A Universal Library

Google is busy building it, scanning books and scaring publishers off their pants. An article at Speigel:

The little Google search window would be the gateway to the content of the 32 million books, 750 million articles, 25 million songs, 500 million images, 500,000 films, 3 million television programs and 100 billion public Web pages that Wired writer Kevin Kelly estimates humanity has published since the days of Sumerian clay tablets. To store all of this gigantic volume of data -- estimated at 50 petabytes -- would still require a building the size of a small town's library, Kelly wrote in a 2006 article for the New York Times. But in the future, all of that knowledge will be only a mouse click away -- and will fit on a single iPod.

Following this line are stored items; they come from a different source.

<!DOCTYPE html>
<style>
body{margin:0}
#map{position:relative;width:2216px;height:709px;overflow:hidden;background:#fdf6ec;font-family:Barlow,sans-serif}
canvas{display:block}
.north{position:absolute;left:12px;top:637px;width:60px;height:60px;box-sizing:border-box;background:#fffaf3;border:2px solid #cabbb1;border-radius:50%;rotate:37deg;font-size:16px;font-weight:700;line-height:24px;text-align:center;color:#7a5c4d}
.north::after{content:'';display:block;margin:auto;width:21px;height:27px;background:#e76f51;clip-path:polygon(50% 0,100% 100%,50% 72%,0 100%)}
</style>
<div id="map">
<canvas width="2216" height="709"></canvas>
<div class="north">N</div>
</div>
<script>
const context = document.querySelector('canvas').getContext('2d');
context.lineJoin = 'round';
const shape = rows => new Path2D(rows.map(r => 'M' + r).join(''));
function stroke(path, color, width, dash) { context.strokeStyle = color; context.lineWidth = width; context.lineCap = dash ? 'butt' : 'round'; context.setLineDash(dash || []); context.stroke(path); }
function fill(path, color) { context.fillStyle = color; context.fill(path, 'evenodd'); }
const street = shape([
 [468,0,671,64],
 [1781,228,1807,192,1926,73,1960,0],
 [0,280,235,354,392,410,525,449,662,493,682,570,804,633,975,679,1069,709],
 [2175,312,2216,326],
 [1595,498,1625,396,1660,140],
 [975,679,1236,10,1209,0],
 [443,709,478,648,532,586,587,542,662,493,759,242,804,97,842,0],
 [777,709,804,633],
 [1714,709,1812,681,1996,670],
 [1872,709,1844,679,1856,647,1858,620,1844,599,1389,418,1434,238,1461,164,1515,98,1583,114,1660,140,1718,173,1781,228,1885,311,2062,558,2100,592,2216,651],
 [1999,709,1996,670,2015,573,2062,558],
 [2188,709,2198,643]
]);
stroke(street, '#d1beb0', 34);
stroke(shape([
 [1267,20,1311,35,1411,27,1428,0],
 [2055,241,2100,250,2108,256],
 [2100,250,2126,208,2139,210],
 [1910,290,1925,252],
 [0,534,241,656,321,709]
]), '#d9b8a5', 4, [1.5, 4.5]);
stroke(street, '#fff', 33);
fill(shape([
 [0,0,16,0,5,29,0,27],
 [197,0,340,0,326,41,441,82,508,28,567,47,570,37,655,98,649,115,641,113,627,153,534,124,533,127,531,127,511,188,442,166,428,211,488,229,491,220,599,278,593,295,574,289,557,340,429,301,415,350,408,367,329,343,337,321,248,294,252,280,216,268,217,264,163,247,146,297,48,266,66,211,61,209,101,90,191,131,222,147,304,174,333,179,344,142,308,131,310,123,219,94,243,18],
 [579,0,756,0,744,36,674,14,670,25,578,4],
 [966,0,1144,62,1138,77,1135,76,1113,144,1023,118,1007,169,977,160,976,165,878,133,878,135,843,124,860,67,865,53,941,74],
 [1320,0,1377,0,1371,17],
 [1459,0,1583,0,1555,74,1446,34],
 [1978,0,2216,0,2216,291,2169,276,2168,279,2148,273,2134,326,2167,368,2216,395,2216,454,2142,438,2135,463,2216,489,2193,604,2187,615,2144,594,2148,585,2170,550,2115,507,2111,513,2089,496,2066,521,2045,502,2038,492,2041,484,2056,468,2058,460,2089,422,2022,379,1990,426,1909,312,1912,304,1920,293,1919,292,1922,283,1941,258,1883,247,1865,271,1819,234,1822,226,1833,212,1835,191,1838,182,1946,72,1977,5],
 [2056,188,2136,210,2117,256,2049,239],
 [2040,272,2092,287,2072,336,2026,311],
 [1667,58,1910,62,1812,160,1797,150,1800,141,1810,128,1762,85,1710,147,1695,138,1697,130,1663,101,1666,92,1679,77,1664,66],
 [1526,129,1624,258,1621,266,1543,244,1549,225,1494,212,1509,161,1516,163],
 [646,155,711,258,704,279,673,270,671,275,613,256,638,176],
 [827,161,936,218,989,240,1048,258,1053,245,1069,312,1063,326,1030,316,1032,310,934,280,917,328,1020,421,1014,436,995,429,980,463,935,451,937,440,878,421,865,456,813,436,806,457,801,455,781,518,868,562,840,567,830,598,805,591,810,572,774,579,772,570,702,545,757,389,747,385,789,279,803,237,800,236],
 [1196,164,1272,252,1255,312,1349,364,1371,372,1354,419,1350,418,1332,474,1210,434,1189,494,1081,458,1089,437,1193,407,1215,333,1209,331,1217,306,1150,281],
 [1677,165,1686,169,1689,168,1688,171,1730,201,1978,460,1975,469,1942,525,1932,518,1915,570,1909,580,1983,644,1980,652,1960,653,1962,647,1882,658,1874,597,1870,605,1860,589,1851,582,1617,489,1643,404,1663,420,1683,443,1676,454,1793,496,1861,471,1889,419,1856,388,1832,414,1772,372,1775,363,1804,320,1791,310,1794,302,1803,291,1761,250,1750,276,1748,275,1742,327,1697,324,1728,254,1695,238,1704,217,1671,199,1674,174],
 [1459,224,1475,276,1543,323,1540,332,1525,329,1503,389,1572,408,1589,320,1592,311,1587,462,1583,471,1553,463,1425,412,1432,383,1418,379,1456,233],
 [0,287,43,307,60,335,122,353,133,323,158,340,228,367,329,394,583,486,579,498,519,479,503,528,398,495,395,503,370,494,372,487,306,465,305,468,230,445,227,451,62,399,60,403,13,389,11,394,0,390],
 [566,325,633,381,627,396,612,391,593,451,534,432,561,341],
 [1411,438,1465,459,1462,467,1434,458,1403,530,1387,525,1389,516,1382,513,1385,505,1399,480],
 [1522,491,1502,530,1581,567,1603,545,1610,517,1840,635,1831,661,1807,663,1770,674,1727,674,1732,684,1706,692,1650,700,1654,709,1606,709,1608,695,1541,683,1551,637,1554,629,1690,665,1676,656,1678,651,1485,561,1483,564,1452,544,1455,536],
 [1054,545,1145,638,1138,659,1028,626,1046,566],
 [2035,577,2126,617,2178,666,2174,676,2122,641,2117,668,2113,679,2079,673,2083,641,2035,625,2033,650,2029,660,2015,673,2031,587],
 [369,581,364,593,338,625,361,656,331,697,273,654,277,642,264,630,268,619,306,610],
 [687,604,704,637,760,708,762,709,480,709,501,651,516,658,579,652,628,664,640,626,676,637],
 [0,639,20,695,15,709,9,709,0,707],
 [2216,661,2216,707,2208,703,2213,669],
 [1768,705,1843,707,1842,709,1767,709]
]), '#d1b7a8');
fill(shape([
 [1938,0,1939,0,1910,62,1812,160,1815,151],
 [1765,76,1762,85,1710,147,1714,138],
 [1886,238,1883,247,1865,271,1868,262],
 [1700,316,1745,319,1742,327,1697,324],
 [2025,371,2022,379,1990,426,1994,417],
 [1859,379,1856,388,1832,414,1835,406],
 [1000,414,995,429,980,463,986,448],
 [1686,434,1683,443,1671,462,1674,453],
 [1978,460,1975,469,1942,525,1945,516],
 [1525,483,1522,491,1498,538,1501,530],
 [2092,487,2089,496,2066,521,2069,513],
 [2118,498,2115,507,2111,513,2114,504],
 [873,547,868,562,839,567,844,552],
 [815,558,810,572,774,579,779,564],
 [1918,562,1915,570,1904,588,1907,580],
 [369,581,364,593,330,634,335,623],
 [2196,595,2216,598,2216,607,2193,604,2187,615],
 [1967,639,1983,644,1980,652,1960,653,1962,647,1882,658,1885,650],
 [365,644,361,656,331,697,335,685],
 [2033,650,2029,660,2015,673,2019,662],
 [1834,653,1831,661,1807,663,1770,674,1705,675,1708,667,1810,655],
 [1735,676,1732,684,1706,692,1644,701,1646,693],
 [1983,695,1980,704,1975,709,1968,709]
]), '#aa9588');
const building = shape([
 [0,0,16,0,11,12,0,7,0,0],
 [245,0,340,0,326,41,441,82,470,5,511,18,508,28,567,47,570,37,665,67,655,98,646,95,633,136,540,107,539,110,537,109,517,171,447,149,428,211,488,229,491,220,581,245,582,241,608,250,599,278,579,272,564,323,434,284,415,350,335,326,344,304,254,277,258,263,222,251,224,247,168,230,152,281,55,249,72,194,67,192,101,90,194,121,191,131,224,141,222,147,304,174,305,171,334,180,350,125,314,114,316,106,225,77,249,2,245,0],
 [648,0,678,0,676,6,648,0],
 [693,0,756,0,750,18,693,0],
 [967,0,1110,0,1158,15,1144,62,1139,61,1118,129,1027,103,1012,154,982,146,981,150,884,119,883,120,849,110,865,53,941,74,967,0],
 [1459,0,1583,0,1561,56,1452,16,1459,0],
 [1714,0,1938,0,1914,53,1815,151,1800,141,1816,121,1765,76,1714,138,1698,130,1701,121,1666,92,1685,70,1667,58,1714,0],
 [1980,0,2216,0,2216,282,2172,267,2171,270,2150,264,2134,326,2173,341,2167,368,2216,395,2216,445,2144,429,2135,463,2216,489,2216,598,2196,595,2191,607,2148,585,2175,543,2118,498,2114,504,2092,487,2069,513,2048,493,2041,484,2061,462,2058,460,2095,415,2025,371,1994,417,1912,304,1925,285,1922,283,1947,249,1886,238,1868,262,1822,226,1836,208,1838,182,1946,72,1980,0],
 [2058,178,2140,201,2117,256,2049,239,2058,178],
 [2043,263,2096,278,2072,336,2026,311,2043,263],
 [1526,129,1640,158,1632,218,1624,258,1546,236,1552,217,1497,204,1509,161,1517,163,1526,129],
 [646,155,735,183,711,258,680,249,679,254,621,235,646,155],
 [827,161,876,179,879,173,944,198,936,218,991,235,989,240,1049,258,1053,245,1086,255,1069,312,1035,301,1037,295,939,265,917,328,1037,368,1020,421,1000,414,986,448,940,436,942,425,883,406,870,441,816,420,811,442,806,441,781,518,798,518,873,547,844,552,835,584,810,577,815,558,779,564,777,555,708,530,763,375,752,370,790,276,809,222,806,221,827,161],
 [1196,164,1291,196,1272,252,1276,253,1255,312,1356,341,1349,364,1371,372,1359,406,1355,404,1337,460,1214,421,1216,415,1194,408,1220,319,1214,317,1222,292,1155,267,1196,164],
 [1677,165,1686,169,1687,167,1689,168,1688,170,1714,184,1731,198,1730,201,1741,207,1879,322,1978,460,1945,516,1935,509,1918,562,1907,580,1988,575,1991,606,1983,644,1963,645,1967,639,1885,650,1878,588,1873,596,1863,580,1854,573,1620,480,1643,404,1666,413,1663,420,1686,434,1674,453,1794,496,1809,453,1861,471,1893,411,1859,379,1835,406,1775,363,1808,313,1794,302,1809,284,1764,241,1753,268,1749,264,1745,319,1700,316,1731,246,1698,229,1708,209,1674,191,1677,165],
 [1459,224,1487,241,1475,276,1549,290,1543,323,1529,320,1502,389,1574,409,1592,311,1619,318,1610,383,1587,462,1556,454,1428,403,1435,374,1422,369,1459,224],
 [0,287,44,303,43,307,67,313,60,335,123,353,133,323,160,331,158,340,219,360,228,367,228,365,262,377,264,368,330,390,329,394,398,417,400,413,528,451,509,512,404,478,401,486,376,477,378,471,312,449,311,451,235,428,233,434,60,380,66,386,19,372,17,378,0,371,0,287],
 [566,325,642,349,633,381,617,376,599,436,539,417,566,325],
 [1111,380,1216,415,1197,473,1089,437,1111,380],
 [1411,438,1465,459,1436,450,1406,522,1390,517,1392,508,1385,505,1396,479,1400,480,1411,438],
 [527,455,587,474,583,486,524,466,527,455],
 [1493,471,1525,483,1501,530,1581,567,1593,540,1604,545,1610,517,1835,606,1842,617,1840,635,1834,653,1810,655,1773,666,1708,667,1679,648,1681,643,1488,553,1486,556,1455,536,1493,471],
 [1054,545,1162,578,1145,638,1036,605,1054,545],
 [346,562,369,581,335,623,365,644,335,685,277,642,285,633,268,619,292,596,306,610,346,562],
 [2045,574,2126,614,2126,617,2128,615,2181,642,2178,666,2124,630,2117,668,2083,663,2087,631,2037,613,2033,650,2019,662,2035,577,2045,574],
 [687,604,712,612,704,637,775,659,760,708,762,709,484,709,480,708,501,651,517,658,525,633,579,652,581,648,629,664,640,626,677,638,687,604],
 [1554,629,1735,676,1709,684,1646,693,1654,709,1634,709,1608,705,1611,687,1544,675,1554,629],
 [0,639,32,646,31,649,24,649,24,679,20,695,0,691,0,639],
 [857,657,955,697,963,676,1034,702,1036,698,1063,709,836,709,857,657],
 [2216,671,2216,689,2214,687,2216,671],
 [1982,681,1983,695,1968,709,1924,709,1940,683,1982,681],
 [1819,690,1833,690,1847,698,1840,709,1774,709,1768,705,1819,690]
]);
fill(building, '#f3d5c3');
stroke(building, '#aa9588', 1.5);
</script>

The practical aspect of the system would be that millions of Internet users could achieve what a handful of librarians would never manage -- the networking of book information through links and tags on the Internet. This digital library would be a giant collection of relationships, in which anyone could communicate with anyone else, and in which books could be disassembled into their components, linked to one another, reassembled, marked, analyzed, referenced and criticized.

But the system could also turn into an indiscriminate jumble of information. Instead of leading us into enlightenment, the random barrage of data could end in digital decadence, or what Friedrich Nietzsche called the "anarchy of atoms." In "The Case of Wagner," Nietzsche criticized the "literary decadence" of his day: "The word becomes sovereign and leaps out of the sentence, the sentence reaches out and obscures the meaning of the page, and the page gains life at the expense of the whole." The whole, Nietzsche complained, is no longer a whole. His words sound like a foreshadowing of hypertext on the Internet.